### Aim of the task
Return the records in full, exactly as given.

********

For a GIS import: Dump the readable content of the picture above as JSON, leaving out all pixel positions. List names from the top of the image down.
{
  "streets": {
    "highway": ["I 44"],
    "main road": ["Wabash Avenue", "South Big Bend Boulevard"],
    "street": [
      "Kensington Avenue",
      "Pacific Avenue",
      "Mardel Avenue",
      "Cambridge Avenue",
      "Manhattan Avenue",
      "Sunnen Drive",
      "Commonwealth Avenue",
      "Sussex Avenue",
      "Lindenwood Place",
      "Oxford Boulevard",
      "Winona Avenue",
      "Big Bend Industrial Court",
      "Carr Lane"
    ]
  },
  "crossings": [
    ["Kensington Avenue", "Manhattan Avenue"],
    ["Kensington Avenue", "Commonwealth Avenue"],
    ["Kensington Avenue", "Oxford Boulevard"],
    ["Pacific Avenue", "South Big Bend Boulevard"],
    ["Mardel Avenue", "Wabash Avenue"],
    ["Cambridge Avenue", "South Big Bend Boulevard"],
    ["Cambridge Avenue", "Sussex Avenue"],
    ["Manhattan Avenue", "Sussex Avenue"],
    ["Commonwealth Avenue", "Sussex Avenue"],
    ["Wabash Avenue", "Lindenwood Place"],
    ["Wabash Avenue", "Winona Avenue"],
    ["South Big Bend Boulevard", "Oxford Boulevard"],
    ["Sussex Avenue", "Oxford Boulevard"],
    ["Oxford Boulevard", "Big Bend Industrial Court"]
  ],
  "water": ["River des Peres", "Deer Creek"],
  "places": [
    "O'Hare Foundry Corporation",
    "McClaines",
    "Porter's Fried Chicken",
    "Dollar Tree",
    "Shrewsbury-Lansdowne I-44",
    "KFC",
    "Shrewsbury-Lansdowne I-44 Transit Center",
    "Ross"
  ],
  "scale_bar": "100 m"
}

********

### Task response
For a GIS import: Dump the readable content of the picture above as JSON, leaving out all pixel positions. List names from the top of the image down.
{
  "streets": {
    "highway": ["I 44"],
    "main road": ["Wabash Avenue", "South Big Bend Boulevard"],
    "street": [
      "Kensington Avenue",
      "Pacific Avenue",
      "Mardel Avenue",
      "Cambridge Avenue",
      "Manhattan Avenue",
      "Sunnen Drive",
      "Commonwealth Avenue",
      "Sussex Avenue",
      "Lindenwood Place",
      "Oxford Boulevard",
      "Winona Avenue",
      "Big Bend Industrial Court",
      "Carr Lane"
    ]
  },
  "crossings": [
    ["Kensington Avenue", "Manhattan Avenue"],
    ["Kensington Avenue", "Commonwealth Avenue"],
    ["Kensington Avenue", "Oxford Boulevard"],
    ["Pacific Avenue", "South Big Bend Boulevard"],
    ["Mardel Avenue", "Wabash Avenue"],
    ["Cambridge Avenue", "South Big Bend Boulevard"],
    ["Cambridge Avenue", "Sussex Avenue"],
    ["Manhattan Avenue", "Sussex Avenue"],
    ["Commonwealth Avenue", "Sussex Avenue"],
    ["Wabash Avenue", "Lindenwood Place"],
    ["Wabash Avenue", "Winona Avenue"],
    ["South Big Bend Boulevard", "Oxford Boulevard"],
    ["Sussex Avenue", "Oxford Boulevard"],
    ["Oxford Boulevard", "Big Bend Industrial Court"]
  ],
  "water": ["River des Peres", "Deer Creek"],
  "places": [
    "O'Hare Foundry Corporation",
    "McClaines",
    "Porter's Fried Chicken",
    "Dollar Tree",
    "Shrewsbury-Lansdowne I-44",
    "KFC",
    "Shrewsbury-Lansdowne I-44 Transit Center",
    "Ross"
  ],
  "scale_bar": "100 m"
}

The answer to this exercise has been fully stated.